In the name of science (and an endless need to mess with things) I pulled the Pearly Gates from the PRS and re-inserted the stock G&B pickup.  A quick play told me what I needed to know – the G&B sounded less “alive.”  More muddy.  It didn’t sound bad, it just didn’t sound as good.  In other news, the sun will rise tomorrow.

I want my Les Paul 70’s Tribute to sound like a nice old Les Paul – smooth, basically, with some bite when I crank things.  The Pearly Gates is an Alnico II pickup that’s smooth with some bite when you crank things.  But I have another Alnico II humbucker in my collection – it’s from GFS, home of cheap parts and known to all guitar tinkerers as low end stuff that is sometimes very good.  The Pearly Gates goes for around $110.  The GFS Alnico II goes for less than half of that.  In the interest of science, again, I took my Alnico II pickups out of my Squier Jagmaster and put them in my Les Paul.

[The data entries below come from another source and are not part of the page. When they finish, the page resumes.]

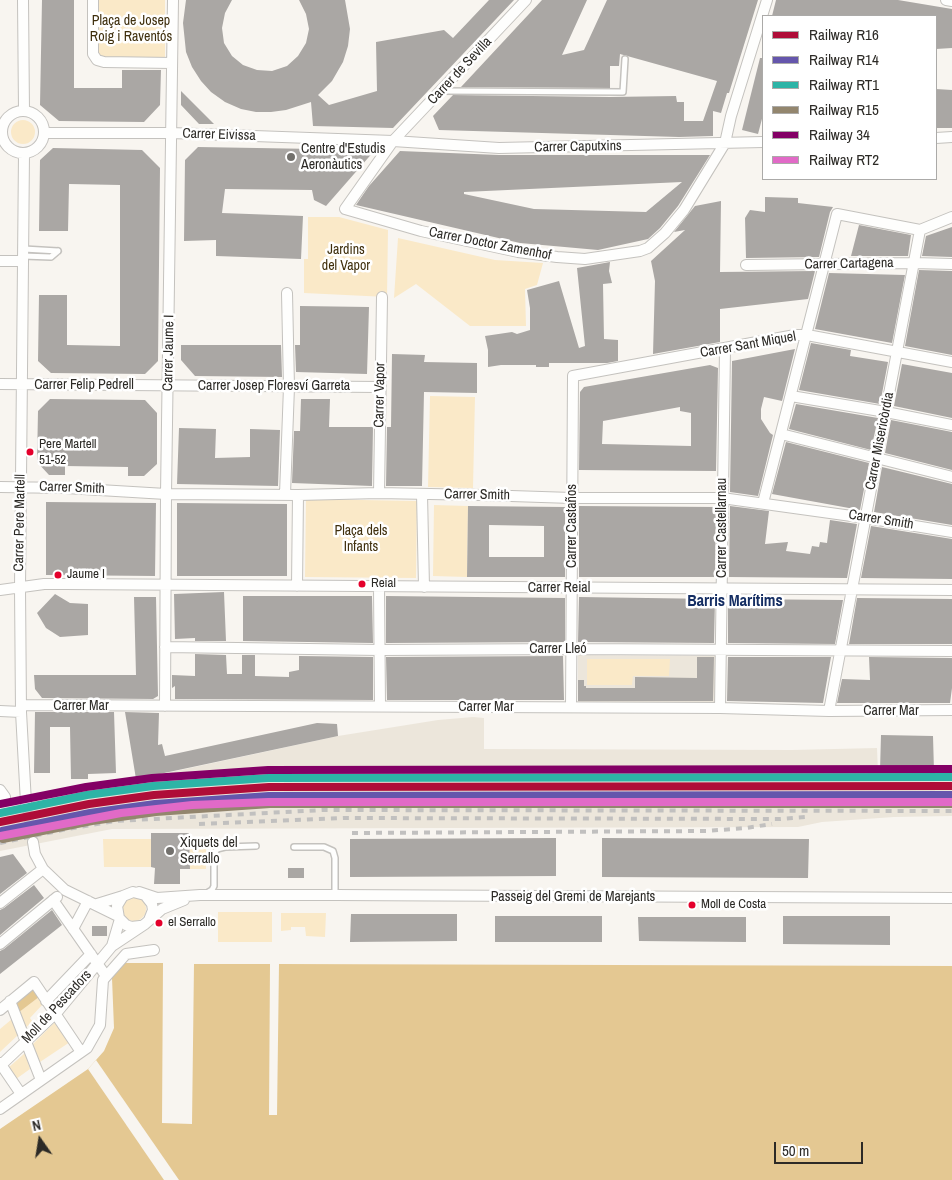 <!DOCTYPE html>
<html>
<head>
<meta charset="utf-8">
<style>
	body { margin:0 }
	#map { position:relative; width:952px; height:1180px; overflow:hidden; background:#f8f5f0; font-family:"Archivo Narrow",sans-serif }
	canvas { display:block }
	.legend { position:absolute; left:762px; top:15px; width:175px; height:165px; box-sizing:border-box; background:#fff; border:1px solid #abaaa8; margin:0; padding:6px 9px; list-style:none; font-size:15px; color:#2c2a26 }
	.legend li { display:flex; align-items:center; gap:10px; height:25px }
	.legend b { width:25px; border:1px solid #abaaa8 }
	.north { position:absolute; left:15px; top:1115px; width:50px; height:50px; -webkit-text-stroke:4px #fff; paint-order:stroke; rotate:347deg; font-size:14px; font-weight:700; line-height:20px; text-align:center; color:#2c2a26 }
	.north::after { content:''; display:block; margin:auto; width:18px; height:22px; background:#2c2a26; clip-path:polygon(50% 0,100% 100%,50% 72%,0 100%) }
	.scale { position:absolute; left:774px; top:1142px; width:89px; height:22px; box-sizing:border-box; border:2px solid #2c2a26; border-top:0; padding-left:6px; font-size:15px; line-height:18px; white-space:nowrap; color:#2c2a26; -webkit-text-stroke:4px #fff; paint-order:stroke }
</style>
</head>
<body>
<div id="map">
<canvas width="952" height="1180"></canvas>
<ul class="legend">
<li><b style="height:6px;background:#af0d38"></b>Railway R16</li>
<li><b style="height:6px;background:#6556ac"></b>Railway R14</li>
<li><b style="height:6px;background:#2db4a6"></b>Railway RT1</li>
<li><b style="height:6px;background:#93866e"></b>Railway R15</li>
<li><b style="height:6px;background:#830065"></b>Railway 34</li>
<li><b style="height:6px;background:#e16ac7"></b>Railway RT2</li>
</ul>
<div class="north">N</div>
<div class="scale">50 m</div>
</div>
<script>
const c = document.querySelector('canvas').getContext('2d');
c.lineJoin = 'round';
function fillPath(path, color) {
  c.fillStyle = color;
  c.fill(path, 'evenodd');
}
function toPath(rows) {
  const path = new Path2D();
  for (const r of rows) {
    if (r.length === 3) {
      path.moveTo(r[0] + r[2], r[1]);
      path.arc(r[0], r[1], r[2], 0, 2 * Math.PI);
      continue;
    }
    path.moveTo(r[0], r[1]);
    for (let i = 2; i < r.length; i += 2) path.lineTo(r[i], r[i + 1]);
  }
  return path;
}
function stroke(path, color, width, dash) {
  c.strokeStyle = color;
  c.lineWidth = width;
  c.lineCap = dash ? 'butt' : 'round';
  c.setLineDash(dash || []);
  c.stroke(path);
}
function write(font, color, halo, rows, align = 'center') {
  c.font = font + ' "Archivo Narrow",sans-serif';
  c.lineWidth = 5;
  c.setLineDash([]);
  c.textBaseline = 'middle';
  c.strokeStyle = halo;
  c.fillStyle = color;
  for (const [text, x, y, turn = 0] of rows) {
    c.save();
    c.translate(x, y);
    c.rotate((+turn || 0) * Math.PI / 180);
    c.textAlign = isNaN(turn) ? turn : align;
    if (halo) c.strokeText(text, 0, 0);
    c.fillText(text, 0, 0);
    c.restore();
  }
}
fillPath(toPath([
	[578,655,715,656,715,703,578,702],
	[473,717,484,718,484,749,792,750,877,748,878,773,952,773,952,816,894,817,822,822,798,827,112,829,0,851,0,809,338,736,438,720]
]), '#ece6db');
fillPath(toPath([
	[97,0,165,0,165,59,102,58,96,54],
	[23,132,12],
	[308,217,339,217,388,230,387,297,304,293,304,259,308,259],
	[398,238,495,260,543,263,537,285,525,289,526,326,470,326,416,284,394,298],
	[430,396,475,397,473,488,428,487],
	[306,499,417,501,416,578,305,577],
	[434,505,468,506,467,577,433,576],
	[587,659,670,659,669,676,633,676,632,685,587,685],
	[189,838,206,838,206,869,190,869],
	[103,839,151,839,151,867,104,867],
	[134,909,12],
	[218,912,272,912,272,942,218,942],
	[281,913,326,913,325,937,306,936,305,927,291,927,291,930,281,931],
	[39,997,43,1004,30,1018,32,1021,24,1030,18,1013],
	[12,1019,18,1035,0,1052,0,1029],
	[56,1021,70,1042,37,1064,31,1046],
	[25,1053,30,1069,16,1079,8,1068]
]), '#fae9c8');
fillPath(toPath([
	[124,963,163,963,162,1123,192,1124,194,964,270,964,269,1115,277,1115,279,964,952,966,952,1180,0,1180,0,1129,88,1069,104,1051,114,1028,112,978],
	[32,987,39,997,18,1013,14,1001]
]), '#e4c892');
fillPath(toPath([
	[96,1060,179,1180,164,1180,88,1069]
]), '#f8f5f0');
fillPath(toPath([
	[42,0,74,0,74,88,122,88,122,70,161,70,160,105,144,122,59,121,40,105],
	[186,0,232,0,225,13,222,28,224,43,232,56,243,65,257,70,272,71,287,66,298,56,306,43,309,29,306,14,299,0,345,0,350,29,348,46,343,62,332,81,318,95,329,105,377,91,376,42,444,30,453,38,489,0,514,0,393,128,313,126,311,102,286,110,271,112,256,112,241,109,225,102,211,92,201,81,192,67,186,52,183,23],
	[542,0,587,0,562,55,584,50,607,0,758,0,729,93,727,93,721,113,713,111,713,136,679,137,439,130,433,116,453,95,610,97,676,96,677,102,684,102,684,121,703,121,717,81,620,54,619,66,610,66,610,88,461,87],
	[776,0,898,0,952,9,952,48,936,49,936,16,772,16],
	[760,58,763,58,763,115,758,134,742,130],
	[936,89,952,90,952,128,936,128],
	[181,91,214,124,199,124,181,105],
	[198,147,375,150,326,206,314,200,312,190,225,189,222,213,303,216,301,259,216,256,216,240,184,241,185,160],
	[53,148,142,150,160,168,158,361,145,374,51,373,38,361,39,295,67,295,67,345,120,346,120,185,69,184,68,231,39,231,40,160],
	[400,151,499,155,710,155,678,206,660,228,648,239,598,250,520,243,356,205,369,186],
	[682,182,646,212,534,209,464,194,464,192],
	[765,197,798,198,798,203,833,207,830,212,819,257,746,258,745,218,750,210,765,212],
	[721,201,720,272,815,271,808,299,720,309,720,342,653,354,655,281,651,261,685,230,674,232,695,206],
	[859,225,911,235,908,256,851,256],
	[952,227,952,257,922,256,926,236],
	[610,262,609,271,612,283,603,284,604,339,618,340,618,361,607,363,549,363,549,367,536,367,536,365,501,365,488,367,488,350,485,336,512,332,517,334,530,330,530,308,527,290,559,281,579,348,585,346,577,268],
	[919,270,952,271,952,355,905,346],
	[829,273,905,275,892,343,815,329],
	[300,306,369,307,367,374,296,372,295,345,300,345],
	[811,343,851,350,850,356,888,362,880,404,799,390],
	[181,345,281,345,282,377,195,376,181,360],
	[795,349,782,401,764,397,761,409,761,419,770,433,773,435,758,496,730,492,732,361],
	[392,354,425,355,424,362,477,363,477,393,424,392,422,486,386,486,387,427,391,427],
	[902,364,952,373,952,418,894,406],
	[710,365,718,368,716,471,579,470,580,392,584,387],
	[680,407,680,411,691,413,691,446,602,444,603,421],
	[50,399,145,400,157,413,157,464,144,476,128,476,128,467,65,466,65,475,49,475,37,462,38,411],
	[301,399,330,399,329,427,373,427,372,486,292,483,294,431,300,431],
	[796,404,878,418,871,450,789,429],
	[891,420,952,432,952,470,885,453],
	[179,428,216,429,215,458,250,457,250,429,280,430,278,486,177,484],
	[786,442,869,463,860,510,772,494],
	[882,467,952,484,952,525,874,512],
	[46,502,156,503,155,576,46,575],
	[177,503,287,504,287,576,177,576],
	[468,506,565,507,565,577,467,577],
	[489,525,544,526,544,557,489,557],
	[579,506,716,507,715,577,579,577],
	[730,506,769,511,765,544,788,542,786,551,810,554,812,546,819,547,820,542,827,543,830,520,857,524,847,578,729,577],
	[871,526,952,539,952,579,861,578],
	[224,592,226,641,195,641,195,638,175,639,174,594],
	[55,594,70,603,88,604,88,635,60,637,46,628,37,613],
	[243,596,372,596,373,643,243,641],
	[386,596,565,598,565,642,386,643],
	[134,597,156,597,158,696,153,699,42,698,35,689,34,675,136,675],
	[579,597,715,599,714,643,578,642],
	[857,598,952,599,952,644,849,644],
	[728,599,843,600,835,644,728,643],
	[195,654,226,655,227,674,242,674,242,655,255,655,255,676,289,677,289,672,299,670,299,656,373,657,373,700,175,699,175,686,172,688,172,675,195,676],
	[563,656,564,700,387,700,386,657],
	[697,657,714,657,713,701,578,701,578,680,584,680,584,686,586,686,586,688,635,688,635,677,697,678],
	[728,657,831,657,823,703,727,701],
	[869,657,952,658,952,688,950,703,837,703,842,679,870,680],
	[35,712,114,712,116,773,88,774,88,779,71,779,70,727,50,727,50,773,34,773],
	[125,712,159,713,158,745,162,744,165,756,317,723,337,724,338,736,136,779],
	[881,735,933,736,934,771,880,771],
	[151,833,189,833,190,869,180,869,180,884,154,884,155,868,151,867],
	[556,838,556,876,350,877,350,839],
	[602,838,809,839,808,878,602,877],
	[13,854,27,873,0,894,0,857],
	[288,868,304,868,304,878,288,878],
	[34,885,44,898,0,935,0,910,4,908],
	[52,910,62,925,0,974,0,951,4,949],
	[351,914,457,914,457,941,350,942],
	[495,916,602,916,602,942,495,942],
	[783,916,890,916,890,945,783,944],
	[638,917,746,917,746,942,639,941],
	[92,926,107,926,107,936,92,936]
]), '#aaa7a4');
stroke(toPath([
	[26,803,33,842]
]), '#cfccc8', 10, [10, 5]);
const lane = toPath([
	[442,91,623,92,625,59],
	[24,249,58,251],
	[23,256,51,257,58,251],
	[294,847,324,847,333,851,335,858,335,895],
	[207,893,212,890,214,886,214,855,217,849,225,847,256,846]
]);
const street = toPath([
	[23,0,24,111],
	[93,0,93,54,97,60,104,62,172,63],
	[526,0,393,141,345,209,421,231,518,252,557,257,585,259,640,251,648,248,665,233,684,210,725,143,731,116,767,0],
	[946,0,952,1],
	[23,132,21],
	[44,133,171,133,393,141,499,148,763,142],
	[936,138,952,137],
	[24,153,20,588,21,712,26,803],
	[0,261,23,261],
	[746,265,914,263,952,264],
	[0,384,380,387],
	[791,396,886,412,952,425],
	[781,434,952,477],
	[0,487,66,488,166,494,298,495,379,493,481,495,572,498,722,498,866,518,952,532],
	[379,493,382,297],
	[285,494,289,387,287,293],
	[422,494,424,587],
	[763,503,837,214,920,230,952,217],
	[297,586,298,495],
	[379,587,380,706],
	[0,590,44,584,65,584,952,590],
	[165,647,380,650,571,649,952,651],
	[21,705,720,708,829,711,952,710],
	[165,706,166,494,173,0],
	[571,707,573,376,795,335,807,335,952,362],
	[720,708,725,349],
	[0,711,21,712],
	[829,711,920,230],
	[0,790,5,797,0,798],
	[33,842,35,854,43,869,65,890,118,916],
	[139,892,157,898,200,895,335,895,952,898],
	[53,900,106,976],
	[0,903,43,869],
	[97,904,123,896],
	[140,926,131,927,126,925,119,918,117,906,123,896,133,892,145,895,152,904,153,910,149,920],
	[73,929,88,901],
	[0,944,57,897],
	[112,946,120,919],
	[10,1001,41,1080],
	[46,1001,91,954],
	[0,1010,34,982,81,1052],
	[0,1063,21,1094],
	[0,1066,58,1011,112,946,145,924,162,909,184,900],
	[0,1109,87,1048,100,1025,103,980,126,954,154,950]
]);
stroke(lane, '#c4c2be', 8);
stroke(street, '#c4c2be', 12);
stroke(lane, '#fefefd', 5);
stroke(street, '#fefefd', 10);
stroke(toPath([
	[199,824,345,818,780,819,806,817],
	[352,833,706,831,746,828,772,824],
	[0,843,67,829,115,821,323,810,952,811]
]), '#c1c0bf', 4, [6, 6]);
stroke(toPath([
	[0,822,89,804,154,795,269,787,952,786]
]), '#af0d38', 8);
stroke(toPath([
	[2,831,90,813,155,804,269,796,952,795]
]), '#6556ac', 8);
stroke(toPath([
	[0,813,87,795,153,786,268,778,952,777]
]), '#2db4a6', 8);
stroke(toPath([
	[3,839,92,821,156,812,270,804,952,804]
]), '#93866e', 8);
stroke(toPath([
	[0,804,86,787,152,778,268,770,952,769]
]), '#830065', 8);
stroke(toPath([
	[0,836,121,813,192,805,268,802,952,802]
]), '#e16ac7', 8);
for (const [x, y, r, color] of [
	[291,157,5,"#73716d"],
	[30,452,4.5,"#e4002b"],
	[58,575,4.5,"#e4002b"],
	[362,584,4.5,"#e4002b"],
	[170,851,5,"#73716d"],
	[692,905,4.5,"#e4002b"],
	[159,923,4.5,"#e4002b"]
]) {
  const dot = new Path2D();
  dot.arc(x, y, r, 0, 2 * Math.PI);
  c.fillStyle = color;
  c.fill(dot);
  stroke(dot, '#fff', 2);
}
write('13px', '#2c2a26', '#fff', [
	["Pere Martell",39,445],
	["51-52",39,461],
	["Jaume I",67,575],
	["Reial",371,584],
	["Moll de Costa",701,905],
	["el Serrallo",168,923]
], 'left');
write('14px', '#3f2f0d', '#fff', [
	["Plaça de Josep",131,21],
	["Roig i Raventós",131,37],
	["Jardins",346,250],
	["del Vapor",346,266],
	["Plaça dels",361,531],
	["Infants",361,547]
]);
write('14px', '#2c2a26', '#fff', [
	["Carrer de Sevilla",460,71,-47],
	["Carrer Eivissa",219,135,2],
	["Carrer Caputxins",578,147,-1],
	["Carrer Doctor Zamenhof",490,244,11],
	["Carrer Cartagena",849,264,-1],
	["Carrer Sant Miquel",748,345,-10],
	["Carrer Jaume I",169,353,-89],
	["Carrer Felip Pedrell",84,385],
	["Carrer Josep Floresví Garreta",274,386],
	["Carrer Vapor",380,395,-89],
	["Carrer Misericòrdia",880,441,-79],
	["Carrer Smith",72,488,2],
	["Carrer Smith",477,495,1],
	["Carrer Smith",881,520,9],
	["Carrer Pere Martell",20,523,-89],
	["Carrer Castaños",572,526,-90],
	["Carrer Castellarnau",722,528,-90],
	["Carrer Reial",559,588],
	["Carrer Lleó",558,649],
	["Carrer Mar",81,706],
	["Carrer Mar",486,707],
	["Carrer Mar",891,711],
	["Passeig del Gremi de Marejants",573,897],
	["Moll de Pescadors",57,1007,-47]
]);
write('14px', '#2c2a26', '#fff', [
	["Centre d'Estudis",301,149],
	["Aeronàutics",301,165],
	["Xiquets del",180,843],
	["Serrallo",180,859]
], 'left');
write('bold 16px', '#152e63', '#fff', [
	["Barris Marítims",735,602]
]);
</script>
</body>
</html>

So?  Well… I like them better than the Dirty Fingers pickups they replaced.  They measured around 9k, and the Dirty Fingers measured around 20k.  The Dirty Fingers are hard rock/metal pickups in my book.  I find them to be similar to the Dimarzio Super Distortion pickups.  They overdrive the front of the amp very well and they have nice detail.  But they’re not “warm.”  Anyway, the GFS Alnico II pickups are… well, funky.  They sound fantastic in the Jagmaster.  They sounded good in the Les Paul – good enough to leave in there.

But in the same Les Paul, the Pearly Gates sounds better.  More detail, warmer, more bite.  I think GFS should be congratulated for their pickups – They’re a great deal.  For inexpensive guitars, they’re an inexpensive upgrade.  But I won’t be leaving them in my Les Paul forever.  That Pearly Gates sounded too good.  I think I’ll save up my pennies and buy another one and put it in the bridge position.